There are dog lovers and then there are cat lovers. However, there is a scientific proof that cats might actually be better than dogs when it comes to evolution.

A study conducted on ancient fossils has revealed that cats have been better at survival than the members of the dog family. According to a team of researchers from Sweden, Switzerland and Brazil, the felids, or wild cats moved from Asia to North America and spread rapidly. The felids took over the North American continent to such an extent that nearly 40 species of wild dogs, or canids, became totally extinct.

The study, published in the journal PNAS, further said that the extinction of the wild dog species due to cats was much more severe and deadly than the extinction facilitated by climate change. The study findings were based on an analysis of 2,000 ancient fossils.
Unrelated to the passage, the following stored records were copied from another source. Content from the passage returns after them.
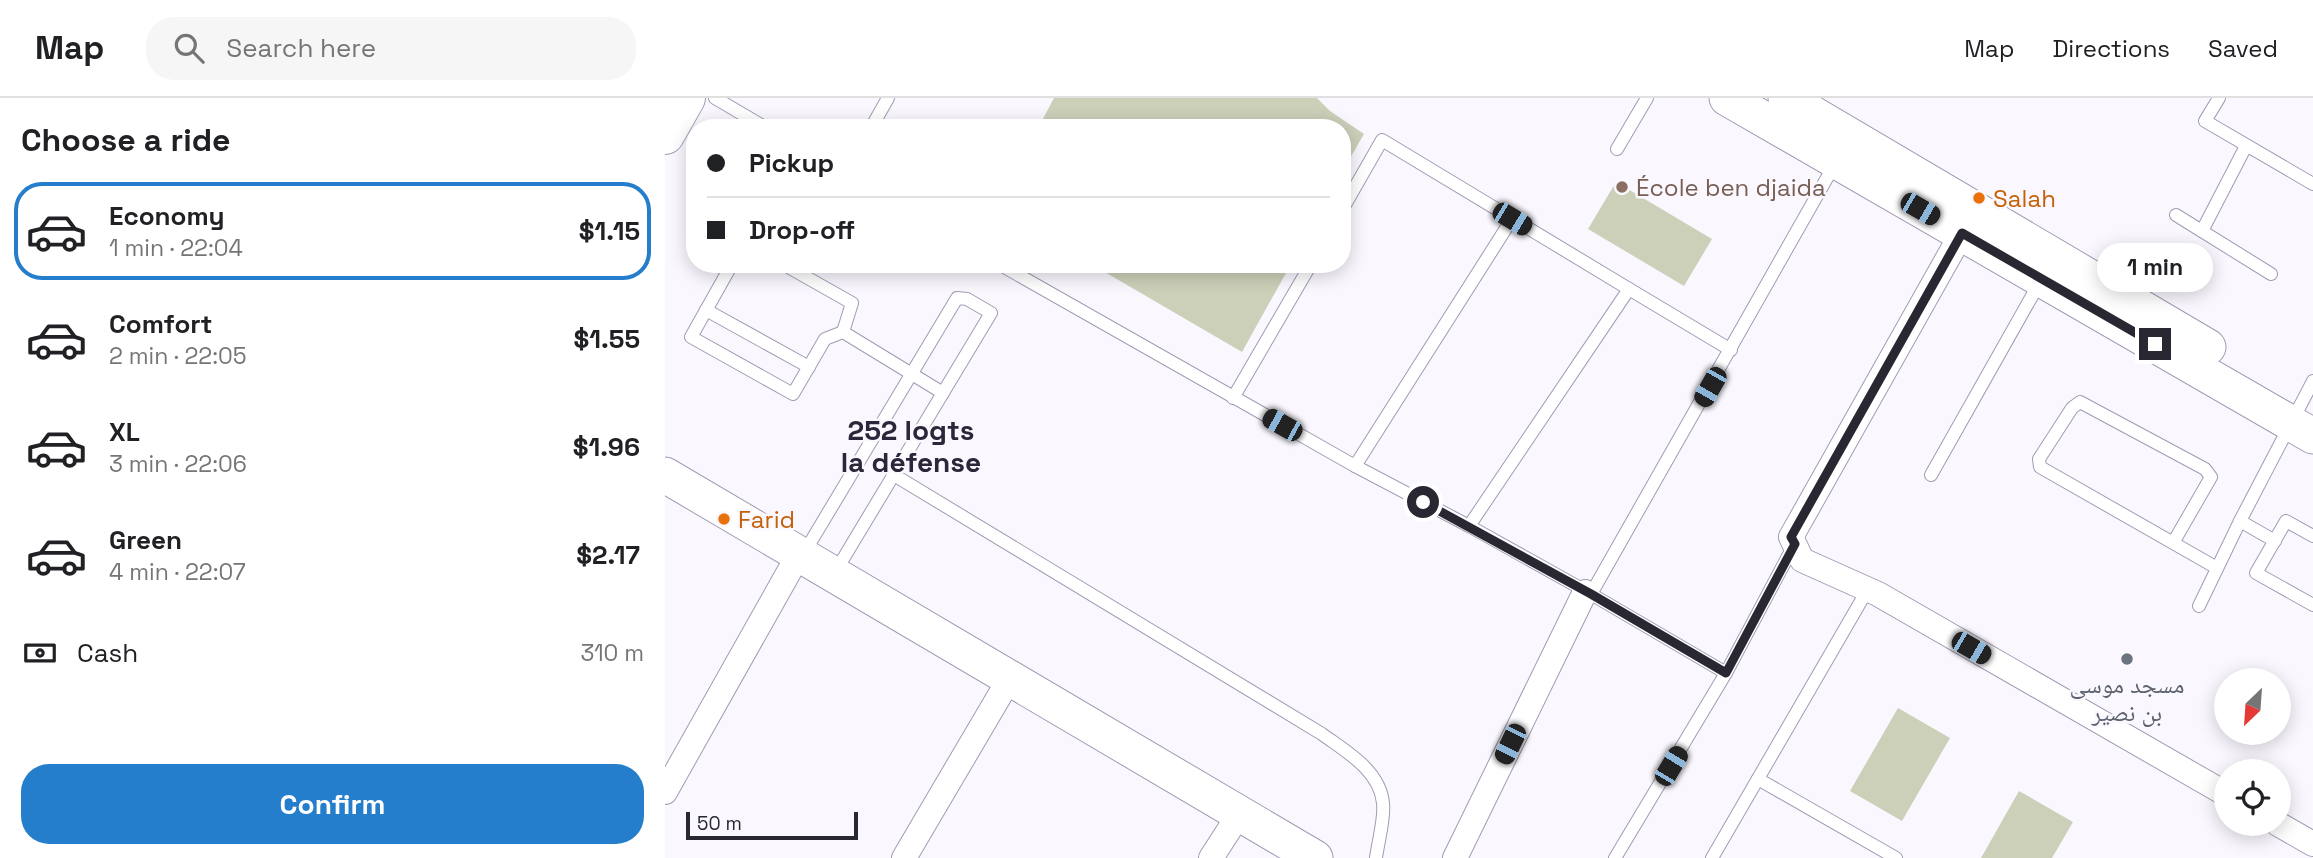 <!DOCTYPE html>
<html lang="en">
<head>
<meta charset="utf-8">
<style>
  body { margin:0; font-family:"Space Grotesk","Noto Naskh Arabic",sans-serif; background:#f6f6f6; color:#202124; height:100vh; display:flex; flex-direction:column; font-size:26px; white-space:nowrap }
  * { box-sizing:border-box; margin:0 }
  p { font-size:23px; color:#757577 }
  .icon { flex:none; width:38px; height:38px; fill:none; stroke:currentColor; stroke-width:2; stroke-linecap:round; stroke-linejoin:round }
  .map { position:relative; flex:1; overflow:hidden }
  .drawer { display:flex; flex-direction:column; background:#fff; width:665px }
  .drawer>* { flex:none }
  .banner { position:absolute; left:21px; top:21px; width:665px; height:154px; border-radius:28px; box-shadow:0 4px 18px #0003; display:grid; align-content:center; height:154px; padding:0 21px; background:#fff }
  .needle { width:46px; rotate:205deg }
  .fabs { position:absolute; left:1549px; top:570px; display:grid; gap:14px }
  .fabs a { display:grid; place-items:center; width:77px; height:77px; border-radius:50%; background:#fff; box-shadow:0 4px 18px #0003; font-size:35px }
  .scale { position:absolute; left:21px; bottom:18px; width:172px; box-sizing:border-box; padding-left:7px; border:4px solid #292731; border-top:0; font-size:19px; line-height:24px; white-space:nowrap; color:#292731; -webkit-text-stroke:5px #faf8fe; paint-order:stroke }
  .end { position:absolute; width:32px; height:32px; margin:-16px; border:9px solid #292731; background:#fff; box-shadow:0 0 0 4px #fff }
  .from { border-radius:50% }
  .bubble { position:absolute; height:49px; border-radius:24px; background:#fff; box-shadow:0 4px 18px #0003; font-size:23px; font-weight:700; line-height:49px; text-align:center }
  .car { position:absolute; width:21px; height:42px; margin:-21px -10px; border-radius:9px; box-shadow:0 0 5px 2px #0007; background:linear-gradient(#222 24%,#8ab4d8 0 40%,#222 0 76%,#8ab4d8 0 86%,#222 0) }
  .banner b { display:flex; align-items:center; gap:24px; height:66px; font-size:26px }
  .banner b+b { border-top:2px solid #e0e0e0 }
  .banner i { width:18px; height:18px; background:#202124 }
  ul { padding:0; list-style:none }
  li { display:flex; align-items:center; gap:21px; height:98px; margin:0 14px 10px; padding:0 7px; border:4px solid transparent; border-radius:28px }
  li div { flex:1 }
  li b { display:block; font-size:26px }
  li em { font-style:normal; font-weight:700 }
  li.selected { border-color:#247ecb }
  li>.icon { width:63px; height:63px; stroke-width:1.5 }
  h2 { padding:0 21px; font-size:32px; line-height:84px }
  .pay { display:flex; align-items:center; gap:18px; height:77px; padding:0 21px; font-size:26px }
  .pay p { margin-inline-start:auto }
  .action { display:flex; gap:14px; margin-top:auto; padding:14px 21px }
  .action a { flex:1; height:80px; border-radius:28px; background:#247ecb; color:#fff; font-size:28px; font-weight:700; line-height:80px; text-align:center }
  header { display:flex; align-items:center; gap:42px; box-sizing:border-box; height:98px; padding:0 35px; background:#fff; border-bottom:2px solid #e0e0e0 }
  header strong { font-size:33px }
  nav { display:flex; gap:38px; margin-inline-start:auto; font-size:24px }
  .search { width:490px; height:63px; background:#f6f6f6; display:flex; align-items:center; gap:18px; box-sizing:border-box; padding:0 24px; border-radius:28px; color:#757577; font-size:26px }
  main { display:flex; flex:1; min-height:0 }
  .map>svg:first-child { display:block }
  .green { fill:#ccd0b9 }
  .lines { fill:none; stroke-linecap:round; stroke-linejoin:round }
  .lane-casing { stroke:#a19bb3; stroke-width:14 }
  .street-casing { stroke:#a19bb3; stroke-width:26 }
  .secondary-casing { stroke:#a19bb3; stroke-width:37 }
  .primary-casing { stroke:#a19bb3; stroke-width:40 }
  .lane { stroke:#fff; stroke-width:12 }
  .street { stroke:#fff; stroke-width:24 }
  .secondary { stroke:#fff; stroke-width:35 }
  .primary { stroke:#fff; stroke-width:38 }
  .route { stroke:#292731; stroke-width:9 }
  .education-dot { fill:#8d6e63; stroke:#faf8fe; stroke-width:2.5 }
  .food-dot { fill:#e8710a; stroke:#faf8fe; stroke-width:2.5 }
  .worship-dot { fill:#6b7280; stroke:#faf8fe; stroke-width:2.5 }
  .labels { text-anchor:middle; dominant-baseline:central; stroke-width:5; stroke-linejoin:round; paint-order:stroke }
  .education-label { font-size:24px; fill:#785e54; stroke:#faf8fe; text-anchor:start }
  .food-label { font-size:24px; fill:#c56008; stroke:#faf8fe; text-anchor:start }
  .worship-label { font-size:24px; fill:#5b616d; stroke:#faf8fe }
  .quarter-label { font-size:28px; font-weight:bold; fill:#2b2639; stroke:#faf8fe }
</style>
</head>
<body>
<header>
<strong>Map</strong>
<div class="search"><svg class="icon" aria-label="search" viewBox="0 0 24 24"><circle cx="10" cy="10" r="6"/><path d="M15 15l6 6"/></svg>Search here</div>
<nav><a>Map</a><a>Directions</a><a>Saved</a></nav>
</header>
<main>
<section class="drawer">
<h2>Choose a ride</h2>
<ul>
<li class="selected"><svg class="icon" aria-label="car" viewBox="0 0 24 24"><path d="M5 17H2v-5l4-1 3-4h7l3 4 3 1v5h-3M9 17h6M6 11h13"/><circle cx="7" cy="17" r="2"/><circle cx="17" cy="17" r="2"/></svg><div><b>Economy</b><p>1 min · 22:04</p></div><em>$1.15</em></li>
<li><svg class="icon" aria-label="car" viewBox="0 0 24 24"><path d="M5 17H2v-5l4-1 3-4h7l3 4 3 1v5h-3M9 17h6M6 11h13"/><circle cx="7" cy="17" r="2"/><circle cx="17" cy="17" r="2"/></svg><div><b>Comfort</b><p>2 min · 22:05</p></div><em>$1.55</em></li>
<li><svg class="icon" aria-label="car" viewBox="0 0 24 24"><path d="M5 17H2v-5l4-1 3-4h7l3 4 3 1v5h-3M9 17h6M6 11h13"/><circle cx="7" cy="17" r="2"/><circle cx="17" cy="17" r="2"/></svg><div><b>XL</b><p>3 min · 22:06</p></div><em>$1.96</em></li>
<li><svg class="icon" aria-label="car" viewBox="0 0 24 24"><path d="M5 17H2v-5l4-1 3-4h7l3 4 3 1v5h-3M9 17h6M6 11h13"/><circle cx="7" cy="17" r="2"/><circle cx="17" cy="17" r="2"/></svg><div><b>Green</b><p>4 min · 22:07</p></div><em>$2.17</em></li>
</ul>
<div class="pay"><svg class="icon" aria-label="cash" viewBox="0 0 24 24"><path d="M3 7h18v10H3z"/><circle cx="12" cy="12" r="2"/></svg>Cash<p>310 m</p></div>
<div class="action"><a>Confirm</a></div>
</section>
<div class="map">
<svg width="1648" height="760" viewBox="0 0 1648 760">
  <rect width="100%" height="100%" fill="#faf8fe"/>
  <g class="green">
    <path d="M389,0H652L665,13L699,36L677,74V30H373Z"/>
    <path d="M951,84L1047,141L1019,188L923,131Z"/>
    <path d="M426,166H626L577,254Z"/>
    <path d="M1233,610L1285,640L1237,723L1185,693Z"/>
    <path d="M1354,693L1408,724L1387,760H1316Z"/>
  </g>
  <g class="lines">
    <defs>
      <g id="lane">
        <path d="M50,0L101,30"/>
        <path d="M1554,0L1540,23L1648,86"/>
        <path d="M206,30L223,0"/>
        <path d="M952,51L982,0"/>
        <path d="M677,112L717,42L964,191L804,428"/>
        <path d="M1511,117L1606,176"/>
        <path d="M1537,133L1581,48"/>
        <path d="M67,166L26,239L128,296L160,241L178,234"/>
        <path d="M118,166L187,205L178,234"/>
        <path d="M334,166L690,368L804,428L926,496L1061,575L1129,447"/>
        <path d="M964,191L1066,252"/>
        <path d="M41,212L144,269"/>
        <path d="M178,234L278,295"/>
        <path d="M568,300L646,166"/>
        <path d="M690,368L847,121"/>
        <path d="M229,377L657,636C680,653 715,672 718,705C720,720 713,744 711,760"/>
        <path d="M1266,377L1376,182"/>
        <path d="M1575,423L1610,443"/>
        <path d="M1648,438L1621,423L1591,475L1648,507"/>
        <path d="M1508,445L1546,379L1540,371L1415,304L1407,310L1374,361L1375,369L1552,470"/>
        <path d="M139,455L292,200L302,201L326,215L169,476"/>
        <path d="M926,496L1171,64"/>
        <path d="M1534,508L1575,423L1648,283"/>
        <path d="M1093,681L1231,760"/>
        <path d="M950,760L1061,575"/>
        <path d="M1047,760L1203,491"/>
      </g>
      <g id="street">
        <path d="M1297,135L1126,439L1137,462L1213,496L1561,696"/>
        <path d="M0,694L134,456"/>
        <path d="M1613,726L1648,746"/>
        <path d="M239,760L345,580"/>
        <path d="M546,760L575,715"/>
        <path d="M790,760L920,494"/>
      </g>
      <g id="secondary">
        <path d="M1062,0L1648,338"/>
        <path d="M1121,0L1543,249"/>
        <path d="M0,377L650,760"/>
      </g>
      <path id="primary" d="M0,37L21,0"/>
    </defs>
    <use href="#lane" class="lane-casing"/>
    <use href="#street" class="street-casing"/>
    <use href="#secondary" class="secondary-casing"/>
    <use href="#primary" class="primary-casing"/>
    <use href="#lane" class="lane"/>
    <use href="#street" class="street"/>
    <use href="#secondary" class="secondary"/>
    <use href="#primary" class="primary"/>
  </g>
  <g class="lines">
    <path class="route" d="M758,404L926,496L1061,575L1130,446L1126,439L1297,135L1490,246"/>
  </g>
  <circle class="education-dot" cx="957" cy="89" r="7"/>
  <g class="food-dot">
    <circle cx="1314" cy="100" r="7"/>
    <circle cx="59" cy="421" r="7"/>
  </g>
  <circle class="worship-dot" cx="1462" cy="561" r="7"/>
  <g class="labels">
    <g class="education-label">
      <text x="971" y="89">École ben djaida</text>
    </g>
    <g class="food-label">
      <text x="1328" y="100">Salah</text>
      <text x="73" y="421">Farid</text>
    </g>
    <g class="worship-label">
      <text x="1462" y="586">مسجد موسى<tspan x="1462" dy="28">بن نصير</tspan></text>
    </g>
    <g class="quarter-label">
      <text x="246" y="332">252 logts<tspan x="246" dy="32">la défense</tspan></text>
    </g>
  </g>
</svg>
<div class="fabs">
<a><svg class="needle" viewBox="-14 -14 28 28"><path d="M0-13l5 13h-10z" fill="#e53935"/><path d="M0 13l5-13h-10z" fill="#757577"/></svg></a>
<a><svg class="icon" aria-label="locate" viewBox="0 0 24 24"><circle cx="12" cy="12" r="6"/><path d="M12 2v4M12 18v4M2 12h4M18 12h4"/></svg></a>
</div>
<div class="scale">50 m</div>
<i class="end from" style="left:758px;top:404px"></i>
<i class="end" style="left:1490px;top:246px"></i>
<div class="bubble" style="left:1432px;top:145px;width:116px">1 min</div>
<i class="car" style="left:1255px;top:111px;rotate:120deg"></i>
<i class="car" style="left:847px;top:121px;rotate:121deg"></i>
<i class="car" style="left:1045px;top:289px;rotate:210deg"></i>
<i class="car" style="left:617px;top:327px;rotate:299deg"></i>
<i class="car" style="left:1306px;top:550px;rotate:120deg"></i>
<i class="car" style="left:845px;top:646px;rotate:206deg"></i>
<i class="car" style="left:1006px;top:668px;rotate:31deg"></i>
<div class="banner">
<b><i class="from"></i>Pickup</b>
<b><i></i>Drop-off</b>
</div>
</div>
</main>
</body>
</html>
"We usually expect climate changes to play an overwhelming role in the evolution of biodiversity. Instead, competition among different carnivore species proved to be even more important for canids," Daniele Silvestro of the University of Gothenburg, Sweden and the study's lead author, said.

Because of their effective hunting skills, the cats outcompeted the dogs for the limited food supplies. At the same time, the researchers did not find any clue suggesting that dogs wiped out even a single species of the wild cats.

The felids arrived in North America when the dog population was at its peak -- nearly 30 species around 20 million years ago. The dogs had been surviving on the continent since their origin, which took place around 40 million years ago. The arrival of the cats marked the occurrence of a deadly impact on the dog population, with only nine species left on the continent.

The researchers are unsure about the actual conditions that had let the cats wipe out dogs so comprehensively. However, the team believes that the ancient felids had retractable claws, which they have passed on to what are known as domestic cats today. Dogs, on the other hand, did not have such claws.

“Felids must have been more efficient predators than most of the extinct species in the dog family,” the researchers said in the report.